Work request: Nothing in the copy should be a picture; everything else in the listing is to be restated exactly.

Data segment:
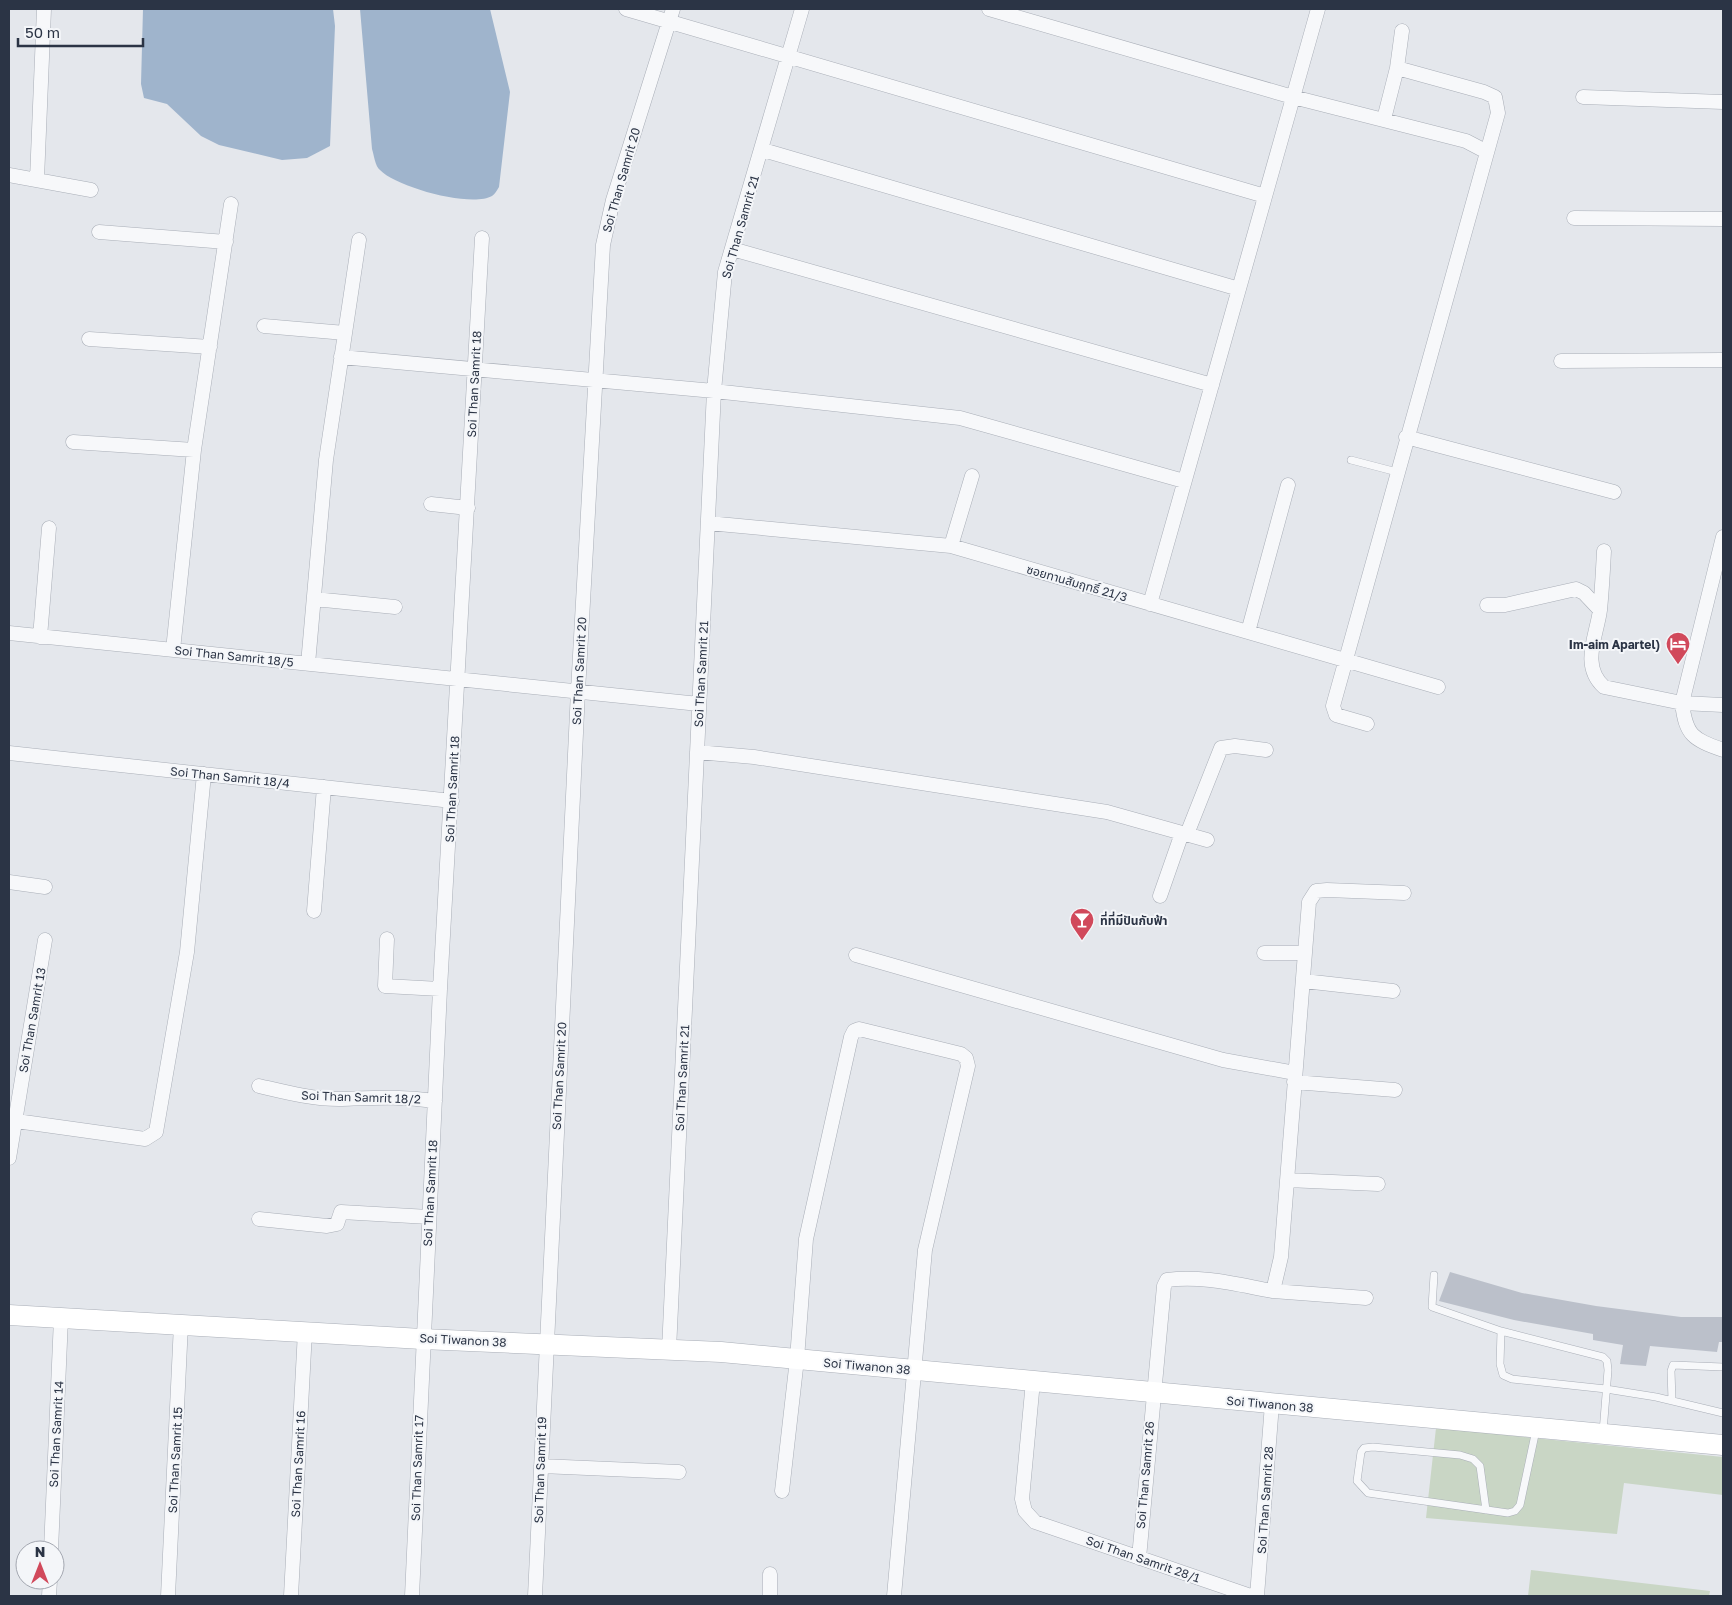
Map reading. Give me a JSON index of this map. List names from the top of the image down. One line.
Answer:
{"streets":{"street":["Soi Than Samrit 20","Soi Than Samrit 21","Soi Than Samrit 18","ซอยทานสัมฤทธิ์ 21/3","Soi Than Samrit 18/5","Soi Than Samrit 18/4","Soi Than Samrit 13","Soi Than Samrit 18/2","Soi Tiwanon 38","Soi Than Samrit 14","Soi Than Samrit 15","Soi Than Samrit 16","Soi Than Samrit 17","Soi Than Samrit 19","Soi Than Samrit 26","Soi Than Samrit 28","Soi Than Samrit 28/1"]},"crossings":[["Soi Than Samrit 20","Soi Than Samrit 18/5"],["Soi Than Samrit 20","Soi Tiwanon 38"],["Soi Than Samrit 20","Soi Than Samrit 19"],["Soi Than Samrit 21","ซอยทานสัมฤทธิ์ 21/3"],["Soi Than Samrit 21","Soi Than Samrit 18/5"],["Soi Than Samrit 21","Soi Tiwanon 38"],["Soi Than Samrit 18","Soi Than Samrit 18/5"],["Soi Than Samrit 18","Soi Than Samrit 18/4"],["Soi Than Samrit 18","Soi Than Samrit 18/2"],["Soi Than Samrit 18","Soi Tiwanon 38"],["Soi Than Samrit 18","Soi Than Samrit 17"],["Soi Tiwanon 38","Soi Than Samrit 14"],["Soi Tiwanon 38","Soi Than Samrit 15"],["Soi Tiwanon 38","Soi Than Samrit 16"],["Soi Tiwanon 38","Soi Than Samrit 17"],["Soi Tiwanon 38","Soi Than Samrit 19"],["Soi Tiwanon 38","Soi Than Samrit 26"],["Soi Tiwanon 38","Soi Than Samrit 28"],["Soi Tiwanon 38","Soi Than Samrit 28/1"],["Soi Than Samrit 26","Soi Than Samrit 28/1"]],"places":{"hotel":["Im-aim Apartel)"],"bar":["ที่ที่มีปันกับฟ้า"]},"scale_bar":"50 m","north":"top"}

The answer:
Map reading. Give me a JSON index of this map. List names from the top of the image down. One line.
Answer:
{"streets":{"street":["Soi Than Samrit 20","Soi Than Samrit 21","Soi Than Samrit 18","ซอยทานสัมฤทธิ์ 21/3","Soi Than Samrit 18/5","Soi Than Samrit 18/4","Soi Than Samrit 13","Soi Than Samrit 18/2","Soi Tiwanon 38","Soi Than Samrit 14","Soi Than Samrit 15","Soi Than Samrit 16","Soi Than Samrit 17","Soi Than Samrit 19","Soi Than Samrit 26","Soi Than Samrit 28","Soi Than Samrit 28/1"]},"crossings":[["Soi Than Samrit 20","Soi Than Samrit 18/5"],["Soi Than Samrit 20","Soi Tiwanon 38"],["Soi Than Samrit 20","Soi Than Samrit 19"],["Soi Than Samrit 21","ซอยทานสัมฤทธิ์ 21/3"],["Soi Than Samrit 21","Soi Than Samrit 18/5"],["Soi Than Samrit 21","Soi Tiwanon 38"],["Soi Than Samrit 18","Soi Than Samrit 18/5"],["Soi Than Samrit 18","Soi Than Samrit 18/4"],["Soi Than Samrit 18","Soi Than Samrit 18/2"],["Soi Than Samrit 18","Soi Tiwanon 38"],["Soi Than Samrit 18","Soi Than Samrit 17"],["Soi Tiwanon 38","Soi Than Samrit 14"],["Soi Tiwanon 38","Soi Than Samrit 15"],["Soi Tiwanon 38","Soi Than Samrit 16"],["Soi Tiwanon 38","Soi Than Samrit 17"],["Soi Tiwanon 38","Soi Than Samrit 19"],["Soi Tiwanon 38","Soi Than Samrit 26"],["Soi Tiwanon 38","Soi Than Samrit 28"],["Soi Tiwanon 38","Soi Than Samrit 28/1"],["Soi Than Samrit 26","Soi Than Samrit 28/1"]],"places":{"hotel":["Im-aim Apartel)"],"bar":["ที่ที่มีปันกับฟ้า"]},"scale_bar":"50 m","north":"top"}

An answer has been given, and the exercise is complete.